More importantly, we fought a war that pretty much resolved the issue of state’s rights, and afterwords passed an amendment that significantly altered the relationship between the states and the federal government. Whatever the “rights” of the states may have been before the ratification of the 14th Amendment, they were significantly cut back by it’s adoption. So it is pointless to talk about the 10th Amendment in a vacuum as if the 14th Amendment doesn’t exist.
Green closes out with the most important point:
States don’t have rights. Individuals do. It’s time we went about the business of restoring those rights, without alienating a huge constituency which suffered too long without them.
In the end, the states rights appeal on the same-sex marriage issue is a rear-guard action by opponents of the idea who realize that they are losing the battle.

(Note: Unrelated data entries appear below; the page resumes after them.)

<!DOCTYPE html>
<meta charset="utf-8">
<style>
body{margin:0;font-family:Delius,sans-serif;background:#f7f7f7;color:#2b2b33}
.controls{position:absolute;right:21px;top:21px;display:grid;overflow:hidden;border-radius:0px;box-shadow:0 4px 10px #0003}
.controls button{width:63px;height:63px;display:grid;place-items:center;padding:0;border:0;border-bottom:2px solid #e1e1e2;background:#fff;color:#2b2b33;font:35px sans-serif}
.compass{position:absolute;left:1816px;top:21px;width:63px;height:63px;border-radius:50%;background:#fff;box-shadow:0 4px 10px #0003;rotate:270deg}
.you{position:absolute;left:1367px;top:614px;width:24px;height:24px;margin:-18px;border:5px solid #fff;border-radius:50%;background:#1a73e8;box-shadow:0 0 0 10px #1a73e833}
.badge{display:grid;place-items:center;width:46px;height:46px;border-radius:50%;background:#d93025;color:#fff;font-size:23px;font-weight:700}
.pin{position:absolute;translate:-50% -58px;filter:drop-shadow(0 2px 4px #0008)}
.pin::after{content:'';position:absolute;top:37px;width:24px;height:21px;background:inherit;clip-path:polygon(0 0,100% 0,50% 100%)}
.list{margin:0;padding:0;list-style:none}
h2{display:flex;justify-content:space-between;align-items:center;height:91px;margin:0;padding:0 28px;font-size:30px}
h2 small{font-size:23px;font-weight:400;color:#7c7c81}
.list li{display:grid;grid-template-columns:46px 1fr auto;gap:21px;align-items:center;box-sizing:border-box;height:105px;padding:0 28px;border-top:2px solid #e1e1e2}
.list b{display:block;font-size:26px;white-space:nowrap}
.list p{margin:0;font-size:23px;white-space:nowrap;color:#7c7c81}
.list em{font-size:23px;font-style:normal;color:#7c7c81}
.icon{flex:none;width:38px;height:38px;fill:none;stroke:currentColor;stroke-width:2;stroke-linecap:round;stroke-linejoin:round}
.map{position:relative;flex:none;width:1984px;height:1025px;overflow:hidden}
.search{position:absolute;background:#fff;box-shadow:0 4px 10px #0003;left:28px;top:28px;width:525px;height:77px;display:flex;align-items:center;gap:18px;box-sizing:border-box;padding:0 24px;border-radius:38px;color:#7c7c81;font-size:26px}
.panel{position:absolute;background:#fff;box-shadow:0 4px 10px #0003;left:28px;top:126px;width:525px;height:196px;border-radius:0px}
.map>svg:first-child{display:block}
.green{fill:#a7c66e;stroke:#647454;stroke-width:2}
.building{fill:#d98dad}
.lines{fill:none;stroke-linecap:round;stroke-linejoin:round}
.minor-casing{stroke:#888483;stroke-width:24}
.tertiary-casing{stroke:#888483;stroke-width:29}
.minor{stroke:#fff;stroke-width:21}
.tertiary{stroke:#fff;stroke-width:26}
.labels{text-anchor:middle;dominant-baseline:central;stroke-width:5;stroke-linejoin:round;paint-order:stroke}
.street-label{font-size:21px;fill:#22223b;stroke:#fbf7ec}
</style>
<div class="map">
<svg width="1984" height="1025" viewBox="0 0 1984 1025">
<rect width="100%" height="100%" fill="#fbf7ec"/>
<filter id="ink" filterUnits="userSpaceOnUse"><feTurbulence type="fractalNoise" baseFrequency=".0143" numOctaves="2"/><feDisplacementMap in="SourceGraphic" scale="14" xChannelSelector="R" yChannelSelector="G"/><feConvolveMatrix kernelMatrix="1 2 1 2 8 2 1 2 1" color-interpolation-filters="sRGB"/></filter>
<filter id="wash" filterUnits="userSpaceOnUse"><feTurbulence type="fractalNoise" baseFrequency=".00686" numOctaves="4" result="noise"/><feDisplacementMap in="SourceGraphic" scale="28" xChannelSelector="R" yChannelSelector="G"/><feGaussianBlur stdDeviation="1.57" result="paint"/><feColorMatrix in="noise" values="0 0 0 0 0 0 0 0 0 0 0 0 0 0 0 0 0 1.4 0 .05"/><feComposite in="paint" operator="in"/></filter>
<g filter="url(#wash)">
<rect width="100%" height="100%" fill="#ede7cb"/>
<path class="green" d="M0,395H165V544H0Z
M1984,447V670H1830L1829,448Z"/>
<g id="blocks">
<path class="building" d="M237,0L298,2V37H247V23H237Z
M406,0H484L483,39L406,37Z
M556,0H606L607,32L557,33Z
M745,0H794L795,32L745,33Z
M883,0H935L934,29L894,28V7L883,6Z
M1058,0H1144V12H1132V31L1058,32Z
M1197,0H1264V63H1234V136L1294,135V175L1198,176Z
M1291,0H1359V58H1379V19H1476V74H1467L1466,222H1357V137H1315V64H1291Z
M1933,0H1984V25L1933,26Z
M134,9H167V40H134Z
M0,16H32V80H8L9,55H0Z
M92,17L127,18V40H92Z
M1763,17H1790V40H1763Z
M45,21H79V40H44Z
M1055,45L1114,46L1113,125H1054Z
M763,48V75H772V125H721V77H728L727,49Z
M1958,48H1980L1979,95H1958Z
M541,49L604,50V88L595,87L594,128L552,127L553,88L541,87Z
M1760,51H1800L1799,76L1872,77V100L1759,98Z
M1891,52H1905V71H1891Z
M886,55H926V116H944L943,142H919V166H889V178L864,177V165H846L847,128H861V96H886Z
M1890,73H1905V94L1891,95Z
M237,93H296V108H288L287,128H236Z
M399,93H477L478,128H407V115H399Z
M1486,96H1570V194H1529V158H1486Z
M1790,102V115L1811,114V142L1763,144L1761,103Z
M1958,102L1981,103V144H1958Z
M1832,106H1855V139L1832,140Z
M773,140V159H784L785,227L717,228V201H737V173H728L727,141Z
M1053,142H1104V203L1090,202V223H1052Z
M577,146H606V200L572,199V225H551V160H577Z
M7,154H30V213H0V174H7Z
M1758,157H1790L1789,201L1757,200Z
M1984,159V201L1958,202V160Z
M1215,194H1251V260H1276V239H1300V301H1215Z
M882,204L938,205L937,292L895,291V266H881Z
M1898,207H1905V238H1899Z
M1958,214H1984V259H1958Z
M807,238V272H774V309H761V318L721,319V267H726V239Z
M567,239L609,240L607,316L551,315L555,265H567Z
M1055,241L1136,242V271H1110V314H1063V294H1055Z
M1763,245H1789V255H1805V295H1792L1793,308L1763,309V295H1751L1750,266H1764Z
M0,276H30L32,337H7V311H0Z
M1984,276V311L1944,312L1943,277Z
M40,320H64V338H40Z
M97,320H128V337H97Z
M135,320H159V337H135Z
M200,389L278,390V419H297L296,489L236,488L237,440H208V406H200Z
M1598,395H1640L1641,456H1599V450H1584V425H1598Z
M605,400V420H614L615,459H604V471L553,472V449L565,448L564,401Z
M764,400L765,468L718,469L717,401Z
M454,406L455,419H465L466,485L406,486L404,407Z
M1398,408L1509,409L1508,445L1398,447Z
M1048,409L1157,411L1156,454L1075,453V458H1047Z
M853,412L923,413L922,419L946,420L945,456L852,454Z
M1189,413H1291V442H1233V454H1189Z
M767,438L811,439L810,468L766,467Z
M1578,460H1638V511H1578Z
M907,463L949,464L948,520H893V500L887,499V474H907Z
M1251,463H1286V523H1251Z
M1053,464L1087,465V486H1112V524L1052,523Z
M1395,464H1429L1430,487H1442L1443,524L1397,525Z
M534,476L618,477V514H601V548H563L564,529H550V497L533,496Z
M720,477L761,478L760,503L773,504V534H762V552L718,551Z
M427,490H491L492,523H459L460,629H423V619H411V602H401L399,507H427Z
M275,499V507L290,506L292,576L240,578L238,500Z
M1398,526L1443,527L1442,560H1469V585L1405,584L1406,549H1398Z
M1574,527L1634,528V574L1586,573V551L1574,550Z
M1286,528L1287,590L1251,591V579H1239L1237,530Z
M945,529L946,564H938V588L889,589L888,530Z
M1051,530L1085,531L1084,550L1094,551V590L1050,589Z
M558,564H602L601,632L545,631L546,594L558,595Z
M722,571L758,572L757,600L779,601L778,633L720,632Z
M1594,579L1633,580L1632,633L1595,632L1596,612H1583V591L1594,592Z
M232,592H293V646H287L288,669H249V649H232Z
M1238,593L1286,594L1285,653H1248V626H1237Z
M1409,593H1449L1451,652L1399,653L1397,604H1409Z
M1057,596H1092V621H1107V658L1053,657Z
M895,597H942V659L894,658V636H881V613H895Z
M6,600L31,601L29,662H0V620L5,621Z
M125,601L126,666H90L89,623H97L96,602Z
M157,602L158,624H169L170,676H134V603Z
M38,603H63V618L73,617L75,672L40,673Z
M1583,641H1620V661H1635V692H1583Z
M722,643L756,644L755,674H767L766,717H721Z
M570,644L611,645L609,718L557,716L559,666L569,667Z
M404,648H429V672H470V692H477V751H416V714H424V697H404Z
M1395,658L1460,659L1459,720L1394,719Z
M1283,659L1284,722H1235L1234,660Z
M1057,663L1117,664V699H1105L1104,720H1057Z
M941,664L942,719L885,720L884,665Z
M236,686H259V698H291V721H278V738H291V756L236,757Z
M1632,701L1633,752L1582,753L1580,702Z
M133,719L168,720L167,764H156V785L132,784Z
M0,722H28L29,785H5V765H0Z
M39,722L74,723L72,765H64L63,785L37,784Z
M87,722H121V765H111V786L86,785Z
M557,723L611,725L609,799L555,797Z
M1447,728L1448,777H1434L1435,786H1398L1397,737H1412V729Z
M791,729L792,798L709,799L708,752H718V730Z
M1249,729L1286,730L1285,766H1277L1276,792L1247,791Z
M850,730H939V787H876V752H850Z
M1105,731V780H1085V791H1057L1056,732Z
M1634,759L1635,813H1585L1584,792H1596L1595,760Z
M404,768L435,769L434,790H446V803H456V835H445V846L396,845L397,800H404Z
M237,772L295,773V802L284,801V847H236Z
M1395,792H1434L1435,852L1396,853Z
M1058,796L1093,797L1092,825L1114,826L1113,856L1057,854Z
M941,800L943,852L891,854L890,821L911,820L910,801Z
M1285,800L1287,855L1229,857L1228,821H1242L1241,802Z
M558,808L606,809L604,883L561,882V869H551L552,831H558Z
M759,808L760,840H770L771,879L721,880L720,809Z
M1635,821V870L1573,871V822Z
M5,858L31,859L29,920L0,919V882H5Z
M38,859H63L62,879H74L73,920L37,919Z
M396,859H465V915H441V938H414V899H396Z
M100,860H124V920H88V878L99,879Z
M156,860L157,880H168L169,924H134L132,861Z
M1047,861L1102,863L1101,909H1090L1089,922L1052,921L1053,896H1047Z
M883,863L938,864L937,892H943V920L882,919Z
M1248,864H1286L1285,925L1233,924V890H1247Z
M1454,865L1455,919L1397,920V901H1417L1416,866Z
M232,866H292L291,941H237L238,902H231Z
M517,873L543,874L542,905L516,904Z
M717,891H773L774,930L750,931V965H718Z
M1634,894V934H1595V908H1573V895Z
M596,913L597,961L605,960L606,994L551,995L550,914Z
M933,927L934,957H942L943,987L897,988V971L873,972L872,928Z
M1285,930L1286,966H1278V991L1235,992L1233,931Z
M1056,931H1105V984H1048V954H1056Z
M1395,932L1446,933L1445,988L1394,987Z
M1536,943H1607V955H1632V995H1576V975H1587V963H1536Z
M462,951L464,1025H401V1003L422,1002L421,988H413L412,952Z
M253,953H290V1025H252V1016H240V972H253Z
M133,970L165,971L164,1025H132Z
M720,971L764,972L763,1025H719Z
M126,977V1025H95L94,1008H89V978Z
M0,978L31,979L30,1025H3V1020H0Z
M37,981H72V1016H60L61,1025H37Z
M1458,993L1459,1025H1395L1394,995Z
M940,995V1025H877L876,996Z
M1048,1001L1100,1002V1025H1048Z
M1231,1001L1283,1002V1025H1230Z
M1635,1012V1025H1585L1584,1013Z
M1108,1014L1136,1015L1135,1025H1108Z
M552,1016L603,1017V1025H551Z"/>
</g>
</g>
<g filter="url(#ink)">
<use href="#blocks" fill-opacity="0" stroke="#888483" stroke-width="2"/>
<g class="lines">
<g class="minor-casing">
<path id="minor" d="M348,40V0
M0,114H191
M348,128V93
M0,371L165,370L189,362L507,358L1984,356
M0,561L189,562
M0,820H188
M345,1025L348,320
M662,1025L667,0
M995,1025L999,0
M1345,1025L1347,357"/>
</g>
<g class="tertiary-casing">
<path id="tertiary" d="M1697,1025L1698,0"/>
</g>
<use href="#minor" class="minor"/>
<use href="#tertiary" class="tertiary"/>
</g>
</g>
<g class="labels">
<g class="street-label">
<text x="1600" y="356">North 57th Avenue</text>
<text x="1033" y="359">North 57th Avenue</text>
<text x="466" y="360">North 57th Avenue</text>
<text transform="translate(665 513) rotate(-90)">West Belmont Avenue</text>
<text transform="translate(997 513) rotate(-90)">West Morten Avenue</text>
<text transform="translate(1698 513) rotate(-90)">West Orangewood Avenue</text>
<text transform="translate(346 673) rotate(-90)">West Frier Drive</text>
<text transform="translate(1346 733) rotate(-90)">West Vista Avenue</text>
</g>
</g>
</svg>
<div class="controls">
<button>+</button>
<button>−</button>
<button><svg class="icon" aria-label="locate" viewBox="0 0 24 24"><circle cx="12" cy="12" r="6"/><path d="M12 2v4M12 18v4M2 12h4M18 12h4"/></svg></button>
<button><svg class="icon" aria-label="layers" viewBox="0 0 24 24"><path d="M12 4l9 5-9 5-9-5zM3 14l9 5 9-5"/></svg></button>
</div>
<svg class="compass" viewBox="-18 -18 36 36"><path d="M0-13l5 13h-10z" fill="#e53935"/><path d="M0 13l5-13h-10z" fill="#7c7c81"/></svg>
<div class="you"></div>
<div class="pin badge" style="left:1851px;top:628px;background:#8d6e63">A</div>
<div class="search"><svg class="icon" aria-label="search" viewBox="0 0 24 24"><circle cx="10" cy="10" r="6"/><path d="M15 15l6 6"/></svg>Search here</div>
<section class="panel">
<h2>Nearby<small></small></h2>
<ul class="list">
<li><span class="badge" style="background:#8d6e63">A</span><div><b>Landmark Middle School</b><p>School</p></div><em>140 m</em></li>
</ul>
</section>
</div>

By hitching their wagon to the “states rights” mantra, it seems to me, they hope to turn their anti-gay bigotry into an appeal to democracy despite the fact that, in the end, individual liberty is not defined by majority rule. Politically, this is a way to step away from the same-sex marriage debate without looking like they’re in full retreat. In reality, though, the direction of society is clear.